HTML Processing (to text) with Perl

For a project I am working on I needed to process some HTML pages and extract some information from them. Even being able to turn them into text would just about do the job, but ideally to know a bit about the structure and be able to extract the title, headings, image alt fields etc.

After spending a morning searching for a suitable off-the-shelf Perl module and as you would expect these days not getting many results of relevance, I decided to use HTML::TreeBuilder (part of the HTML::Tree distribution) and then walk the tree myself.

HTML::TreeBuilder

This is rather a useful class as it processes an HTML page into a tree representing the structure of the elements in the page. In my case I am fetching a URL and then building the tree from there. I used LWP::UserAgent which gives me lots of control but there are many other approaches you could use:

use LWP::UserAgent;
use HTML::TreeBuilder;

# get UserAgent up
my $ua = LWP::UserAgent->new;
# Set the UA
$ua->agent ( 'Some name for your agent' );
# Optionally you can configure a proxy
$ua->proxy ( ['http', 'https', 'ftp'], 'http://proxy.domain.tld:3128/' );
my $data = $ua->get( 'http://www.pitt-pladdy.com/blog/_20120225-154058_0000_HTML_Processing_to_text_with_Perl/' );
print $data->code."\n";
my $htmltree = HTML::TreeBuilder->new_from_content ( $data->decoded_content() );

At this point we have the html in tree form and ready to be processed further. Each node is an HTML::Element which links to child elements.

Walking the tree

There are already some classes around for doing this but it's rather easy and allows a great deal of customisation. This is a simple pre-order traversal. I initially tried a basic stack based algorithm but quickly realised that recursion makes good sense here as it allows keeping track of parent tags and processing child elements in that context much more easily.
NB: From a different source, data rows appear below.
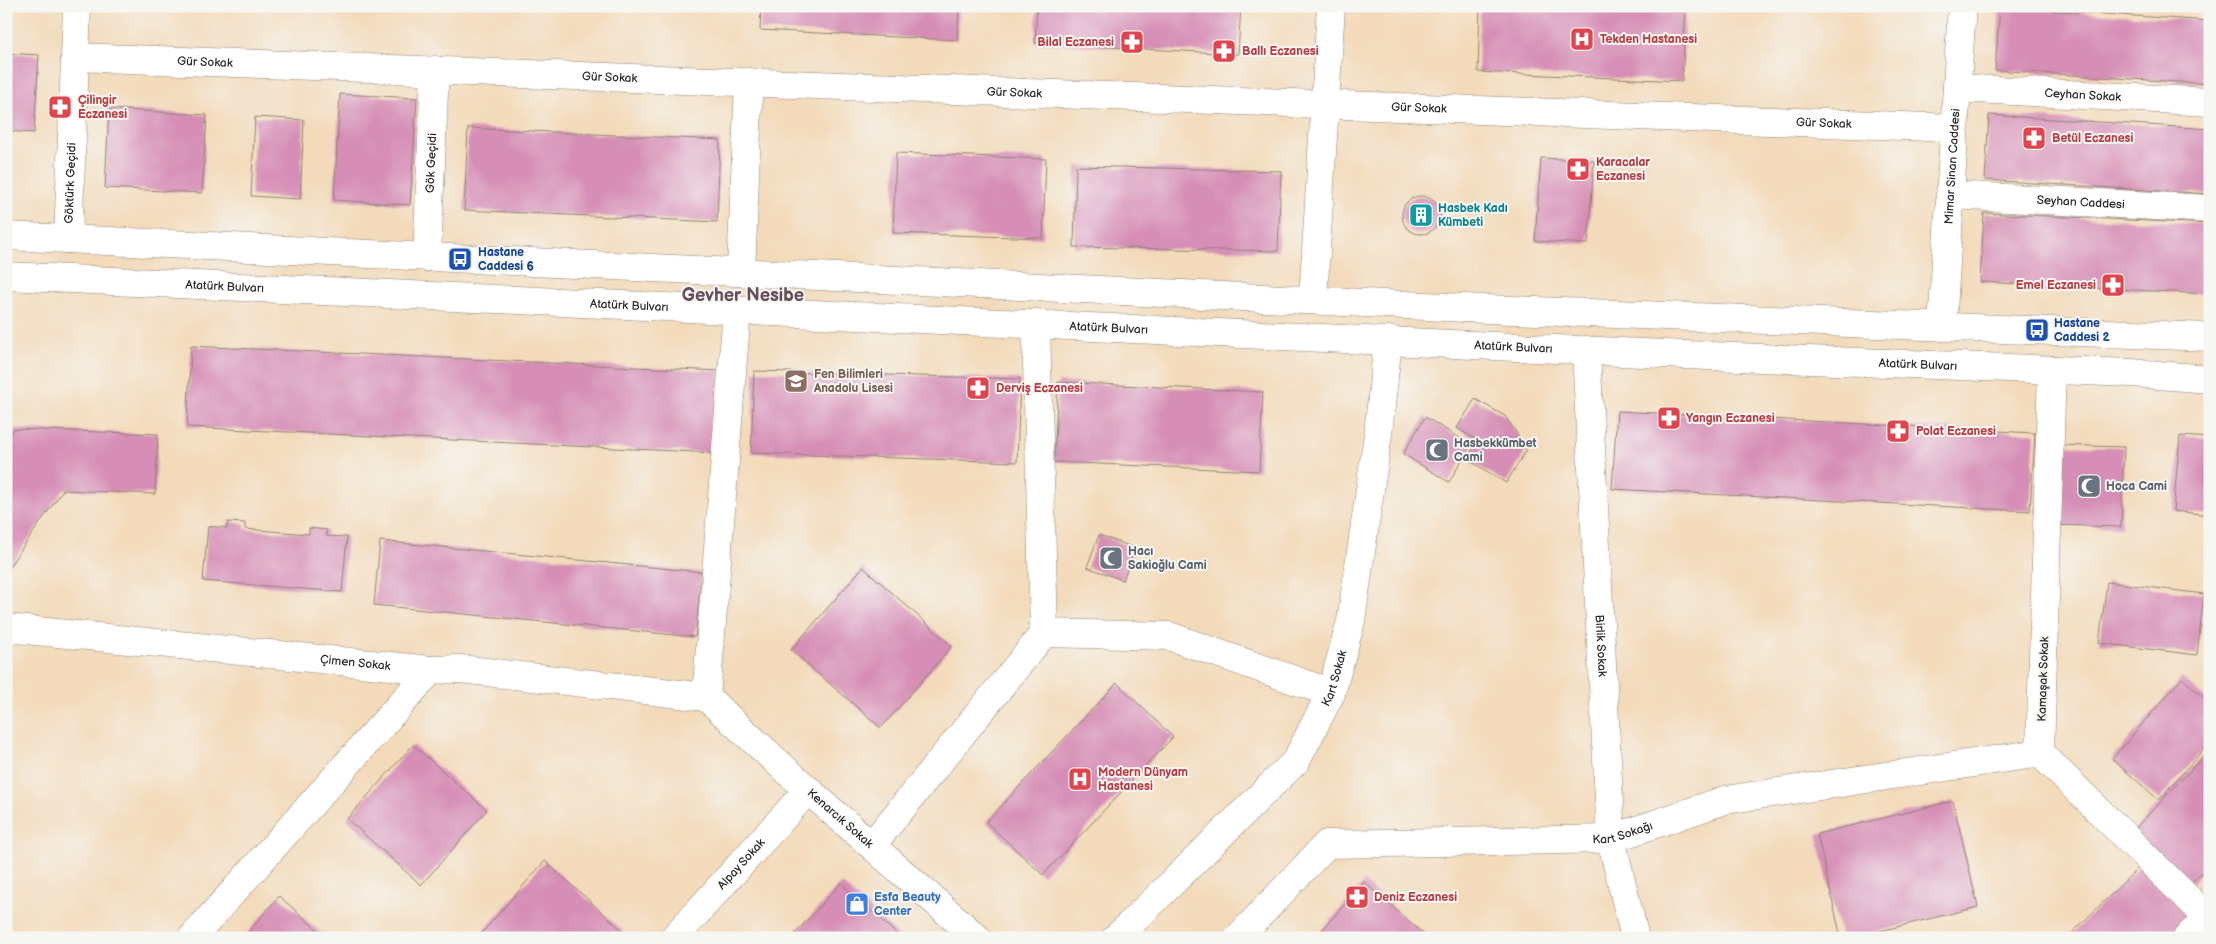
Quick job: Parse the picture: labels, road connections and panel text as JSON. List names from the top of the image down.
{
  "streets": {
    "main road": [
      "Gür Sokak",
      "Ceyhan Sokak",
      "Gök Geçidi",
      "Mimar Sinan Caddesi",
      "Göktürk Geçidi",
      "Seyhan Caddesi",
      "Atatürk Bulvarı",
      "Birlik Sokak",
      "Çimen Sokak",
      "Kart Sokak",
      "Kamaşak Sokak",
      "Kenarcık Sokak",
      "Kart Sokağı",
      "Alpay Sokak"
    ]
  },
  "crossings": [
    ["Gür Sokak", "Gök Geçidi"],
    ["Gür Sokak", "Mimar Sinan Caddesi"],
    ["Gür Sokak", "Göktürk Geçidi"],
    ["Ceyhan Sokak", "Mimar Sinan Caddesi"],
    ["Mimar Sinan Caddesi", "Seyhan Caddesi"],
    ["Atatürk Bulvarı", "Birlik Sokak"],
    ["Atatürk Bulvarı", "Kart Sokak"],
    ["Atatürk Bulvarı", "Kamaşak Sokak"],
    ["Birlik Sokak", "Kart Sokağı"],
    ["Çimen Sokak", "Kenarcık Sokak"],
    ["Kamaşak Sokak", "Kart Sokağı"],
    ["Kenarcık Sokak", "Alpay Sokak"]
  ],
  "districts": ["Gevher Nesibe"],
  "places": {
    "hospital": ["Tekden Hastanesi", "Modern Dünyam Hastanesi"],
    "pharmacy": [
      "Bilal Eczanesi",
      "Ballı Eczanesi",
      "Çilingir Eczanesi",
      "Betül Eczanesi",
      "Karacalar Eczanesi",
      "Emel Eczanesi",
      "Derviş Eczanesi",
      "Yangın Eczanesi",
      "Polat Eczanesi",
      "Deniz Eczanesi"
    ],
    "building": ["Hasbek Kadı Kümbeti"],
    "bus stop": ["Hastane Caddesi 6", "Hastane Caddesi 2"],
    "school or university": ["Fen Bilimleri Anadolu Lisesi"],
    "mosque": ["Hasbekkümbet Cami", "Hoca Cami", "Hacı Sakioğlu Cami"],
    "shop": ["Esfa Beauty Center"]
  }
}
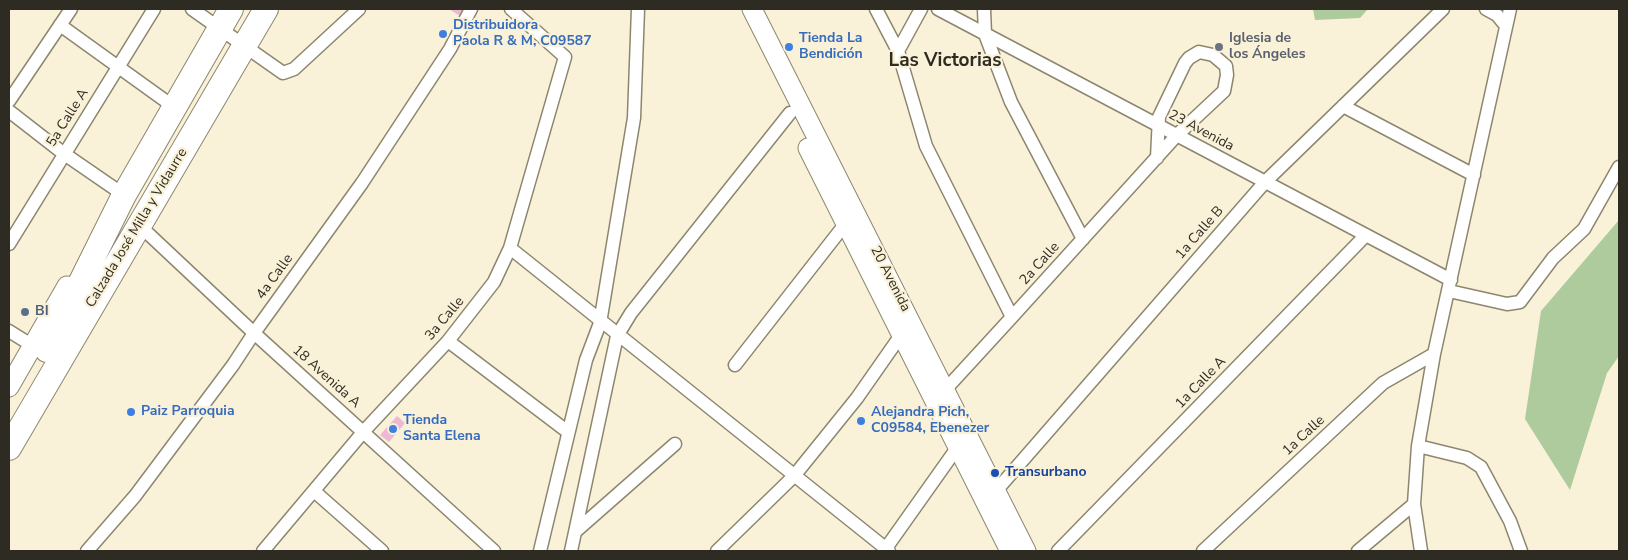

A skeleton recursion routine would be:

sub walktree {
    my ( $element, $tagstack, $tagcount, $result ) = @_;
    push @$tagstack, $element->tag();
    if ( ! exists $$tagcount{$element->tag()} ) { $$tagcount{$element->tag()} = 0; }
    ++$$tagcount{$element->tag()};
    # TODO deal with this tag here TODO
    my @children = $element->content_list ();
    if ( @children ) {
        # further child elements below this
        foreach ($element->content_list()) {
            if ( ref $_ ) {
                walktree ( $_, $tagstack, $tagcount, $result );
            } else {
                # must be text
                # TODO deal with this tag here TODO
            }
        }
    }
    --$$tagcount{pop @$tagstack};
}

To kick off walking the tree you can do something like this:

my %tagcount;
my @tagstack;
my @result;
walktree ( $htmltree, \@tagstack, \%tagcount, \@result );

Obviously, @result could be %result or even $result and you can fill it in the routine as is relevant for your application. For example we can make walktree do a basic text extraction into the @result array:

sub walktree {
    my ( $element, $tagstack, $tagcount, $result ) = @_;
    push @$tagstack, $element->tag();
    if ( ! exists $$tagcount{$element->tag()} ) { $$tagcount{$element->tag()} = 0; }
    ++$$tagcount{$element->tag()};
    # deal with this tag here
    if ( $element->tag() eq 'img' ) {
        push @$result, $element->attr ( 'alt' );
    }
    my @children = $element->content_list ();
    if ( @children ) {
        # further child elements below this
        foreach ($element->content_list()) {
            if ( ref $_ ) {
                walktree ( $_, $tagstack, $tagcount, $result );
            } else {
                # must be text
                if ( $element->tag() ne 'script'
                    and $element->tag() ne 'style' ) {
                    push @$result, $_;
                }
            }
        }
    }
    --$$tagcount{pop @$tagstack};
}

That will leave the text in @result and it can all be put together with something like "join ' ', @result;" or processed further.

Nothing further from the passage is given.